> [Exercise material]
:::::

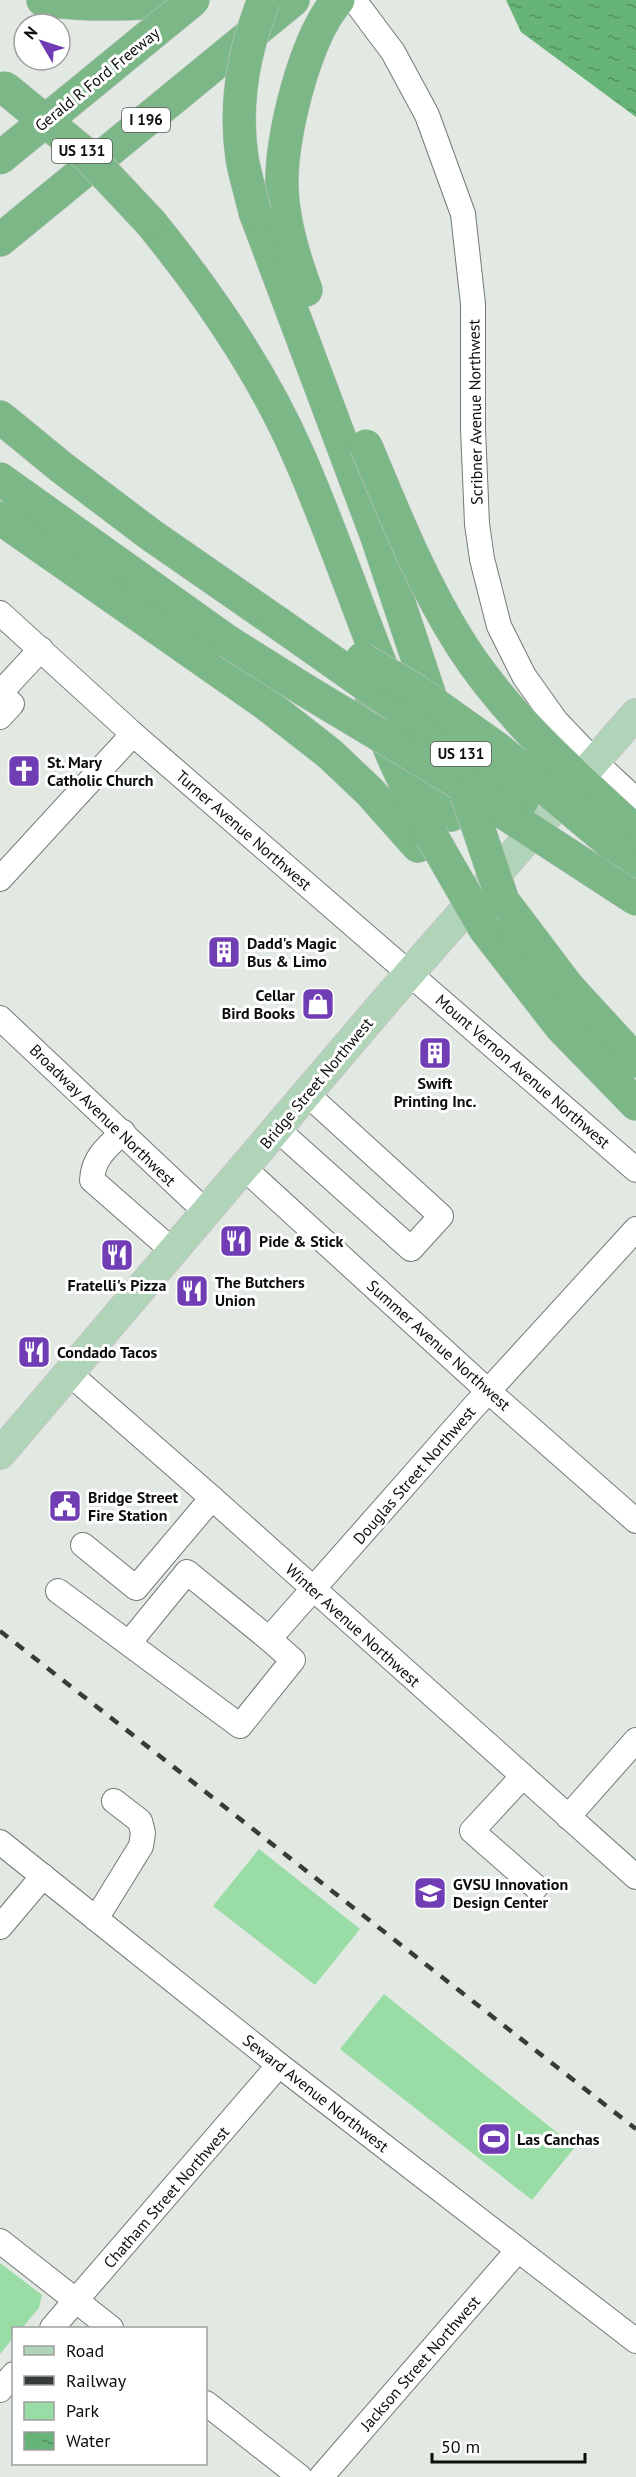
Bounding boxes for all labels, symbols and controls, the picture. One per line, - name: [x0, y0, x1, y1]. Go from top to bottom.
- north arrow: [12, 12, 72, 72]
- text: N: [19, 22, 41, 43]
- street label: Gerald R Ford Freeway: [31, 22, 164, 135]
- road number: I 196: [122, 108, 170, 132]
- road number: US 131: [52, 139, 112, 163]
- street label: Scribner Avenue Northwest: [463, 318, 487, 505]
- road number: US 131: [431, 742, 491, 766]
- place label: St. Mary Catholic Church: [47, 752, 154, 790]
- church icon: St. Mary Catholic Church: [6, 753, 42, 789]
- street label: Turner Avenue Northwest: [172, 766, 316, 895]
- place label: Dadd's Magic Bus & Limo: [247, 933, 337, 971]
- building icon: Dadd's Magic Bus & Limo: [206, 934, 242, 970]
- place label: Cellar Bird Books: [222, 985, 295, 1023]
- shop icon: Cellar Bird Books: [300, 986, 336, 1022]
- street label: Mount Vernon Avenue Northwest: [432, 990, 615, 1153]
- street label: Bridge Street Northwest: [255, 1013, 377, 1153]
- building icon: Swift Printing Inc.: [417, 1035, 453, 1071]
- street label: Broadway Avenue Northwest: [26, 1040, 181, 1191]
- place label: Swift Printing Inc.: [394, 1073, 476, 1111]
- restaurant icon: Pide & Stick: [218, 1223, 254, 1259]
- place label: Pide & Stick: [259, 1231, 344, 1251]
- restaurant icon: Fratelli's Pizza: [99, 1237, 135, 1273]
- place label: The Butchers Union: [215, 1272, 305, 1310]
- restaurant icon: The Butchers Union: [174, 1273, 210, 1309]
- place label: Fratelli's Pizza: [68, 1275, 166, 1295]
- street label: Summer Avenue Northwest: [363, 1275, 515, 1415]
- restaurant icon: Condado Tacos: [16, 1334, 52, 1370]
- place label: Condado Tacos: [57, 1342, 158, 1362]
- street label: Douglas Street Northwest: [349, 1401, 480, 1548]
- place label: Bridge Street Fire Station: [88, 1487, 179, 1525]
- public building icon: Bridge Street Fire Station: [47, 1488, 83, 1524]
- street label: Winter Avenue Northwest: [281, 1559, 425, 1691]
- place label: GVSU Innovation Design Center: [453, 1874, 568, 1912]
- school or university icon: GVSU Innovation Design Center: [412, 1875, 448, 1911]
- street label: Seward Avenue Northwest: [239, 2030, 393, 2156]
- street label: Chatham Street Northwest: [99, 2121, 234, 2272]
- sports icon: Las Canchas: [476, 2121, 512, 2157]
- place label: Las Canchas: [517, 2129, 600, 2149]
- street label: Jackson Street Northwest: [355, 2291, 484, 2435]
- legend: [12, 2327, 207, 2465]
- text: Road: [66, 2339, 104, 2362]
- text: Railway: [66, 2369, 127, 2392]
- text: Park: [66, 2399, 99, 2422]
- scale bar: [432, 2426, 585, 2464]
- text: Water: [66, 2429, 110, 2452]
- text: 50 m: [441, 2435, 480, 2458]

:::::

> [Task instructions] Copy every record exactly, leaving the pictures out.

> [Reply to the exercise]
Bounding boxes for all labels, symbols and controls, the picture. One per line, - name: [x0, y0, x1, y1]. Go from top to bottom.
- north arrow: [12, 12, 72, 72]
- text: N: [19, 22, 41, 43]
- street label: Gerald R Ford Freeway: [31, 22, 164, 135]
- road number: I 196: [122, 108, 170, 132]
- road number: US 131: [52, 139, 112, 163]
- street label: Scribner Avenue Northwest: [463, 318, 487, 505]
- road number: US 131: [431, 742, 491, 766]
- place label: St. Mary Catholic Church: [47, 752, 154, 790]
- church icon: St. Mary Catholic Church: [6, 753, 42, 789]
- street label: Turner Avenue Northwest: [172, 766, 316, 895]
- place label: Dadd's Magic Bus & Limo: [247, 933, 337, 971]
- building icon: Dadd's Magic Bus & Limo: [206, 934, 242, 970]
- place label: Cellar Bird Books: [222, 985, 295, 1023]
- shop icon: Cellar Bird Books: [300, 986, 336, 1022]
- street label: Mount Vernon Avenue Northwest: [432, 990, 615, 1153]
- street label: Bridge Street Northwest: [255, 1013, 377, 1153]
- building icon: Swift Printing Inc.: [417, 1035, 453, 1071]
- street label: Broadway Avenue Northwest: [26, 1040, 181, 1191]
- place label: Swift Printing Inc.: [394, 1073, 476, 1111]
- restaurant icon: Pide & Stick: [218, 1223, 254, 1259]
- place label: Pide & Stick: [259, 1231, 344, 1251]
- restaurant icon: Fratelli's Pizza: [99, 1237, 135, 1273]
- place label: The Butchers Union: [215, 1272, 305, 1310]
- restaurant icon: The Butchers Union: [174, 1273, 210, 1309]
- place label: Fratelli's Pizza: [68, 1275, 166, 1295]
- street label: Summer Avenue Northwest: [363, 1275, 515, 1415]
- restaurant icon: Condado Tacos: [16, 1334, 52, 1370]
- place label: Condado Tacos: [57, 1342, 158, 1362]
- street label: Douglas Street Northwest: [349, 1401, 480, 1548]
- place label: Bridge Street Fire Station: [88, 1487, 179, 1525]
- public building icon: Bridge Street Fire Station: [47, 1488, 83, 1524]
- street label: Winter Avenue Northwest: [281, 1559, 425, 1691]
- place label: GVSU Innovation Design Center: [453, 1874, 568, 1912]
- school or university icon: GVSU Innovation Design Center: [412, 1875, 448, 1911]
- street label: Seward Avenue Northwest: [239, 2030, 393, 2156]
- street label: Chatham Street Northwest: [99, 2121, 234, 2272]
- sports icon: Las Canchas: [476, 2121, 512, 2157]
- place label: Las Canchas: [517, 2129, 600, 2149]
- street label: Jackson Street Northwest: [355, 2291, 484, 2435]
- legend: [12, 2327, 207, 2465]
- text: Road: [66, 2339, 104, 2362]
- text: Railway: [66, 2369, 127, 2392]
- text: Park: [66, 2399, 99, 2422]
- scale bar: [432, 2426, 585, 2464]
- text: Water: [66, 2429, 110, 2452]
- text: 50 m: [441, 2435, 480, 2458]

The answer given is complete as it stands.